» **ABOUT THIS TASK**: Give back all of the data exactly as it appears here.
--
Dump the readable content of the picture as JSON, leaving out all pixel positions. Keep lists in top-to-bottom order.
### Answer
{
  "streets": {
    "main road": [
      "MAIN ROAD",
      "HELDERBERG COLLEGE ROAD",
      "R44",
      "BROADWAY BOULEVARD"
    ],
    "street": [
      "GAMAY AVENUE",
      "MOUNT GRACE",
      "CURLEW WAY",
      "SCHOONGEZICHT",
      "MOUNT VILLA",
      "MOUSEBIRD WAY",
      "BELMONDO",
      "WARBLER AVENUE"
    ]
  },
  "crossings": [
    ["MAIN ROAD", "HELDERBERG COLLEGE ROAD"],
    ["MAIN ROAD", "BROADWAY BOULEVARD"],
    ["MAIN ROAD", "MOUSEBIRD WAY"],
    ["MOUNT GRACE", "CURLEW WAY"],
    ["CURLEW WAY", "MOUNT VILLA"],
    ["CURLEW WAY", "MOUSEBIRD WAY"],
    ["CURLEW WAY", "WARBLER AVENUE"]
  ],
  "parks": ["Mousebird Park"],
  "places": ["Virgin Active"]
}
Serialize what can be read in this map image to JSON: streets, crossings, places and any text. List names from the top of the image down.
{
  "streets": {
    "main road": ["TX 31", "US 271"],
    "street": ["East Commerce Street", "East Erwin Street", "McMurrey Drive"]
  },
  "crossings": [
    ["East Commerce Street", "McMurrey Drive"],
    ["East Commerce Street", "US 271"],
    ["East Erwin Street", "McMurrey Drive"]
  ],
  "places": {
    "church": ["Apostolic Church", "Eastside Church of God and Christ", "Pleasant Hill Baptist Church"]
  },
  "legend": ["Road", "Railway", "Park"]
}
--
» **WRITTEN ANSWER**:
Dump the readable content of the picture as JSON, leaving out all pixel positions. Keep lists in top-to-bottom order.
### Answer
{
  "streets": {
    "main road": [
      "MAIN ROAD",
      "HELDERBERG COLLEGE ROAD",
      "R44",
      "BROADWAY BOULEVARD"
    ],
    "street": [
      "GAMAY AVENUE",
      "MOUNT GRACE",
      "CURLEW WAY",
      "SCHOONGEZICHT",
      "MOUNT VILLA",
      "MOUSEBIRD WAY",
      "BELMONDO",
      "WARBLER AVENUE"
    ]
  },
  "crossings": [
    ["MAIN ROAD", "HELDERBERG COLLEGE ROAD"],
    ["MAIN ROAD", "BROADWAY BOULEVARD"],
    ["MAIN ROAD", "MOUSEBIRD WAY"],
    ["MOUNT GRACE", "CURLEW WAY"],
    ["CURLEW WAY", "MOUNT VILLA"],
    ["CURLEW WAY", "MOUSEBIRD WAY"],
    ["CURLEW WAY", "WARBLER AVENUE"]
  ],
  "parks": ["Mousebird Park"],
  "places": ["Virgin Active"]
}
Serialize what can be read in this map image to JSON: streets, crossings, places and any text. List names from the top of the image down.
{
  "streets": {
    "main road": ["TX 31", "US 271"],
    "street": ["East Commerce Street", "East Erwin Street", "McMurrey Drive"]
  },
  "crossings": [
    ["East Commerce Street", "McMurrey Drive"],
    ["East Commerce Street", "US 271"],
    ["East Erwin Street", "McMurrey Drive"]
  ],
  "places": {
    "church": ["Apostolic Church", "Eastside Church of God and Christ", "Pleasant Hill Baptist Church"]
  },
  "legend": ["Road", "Railway", "Park"]
}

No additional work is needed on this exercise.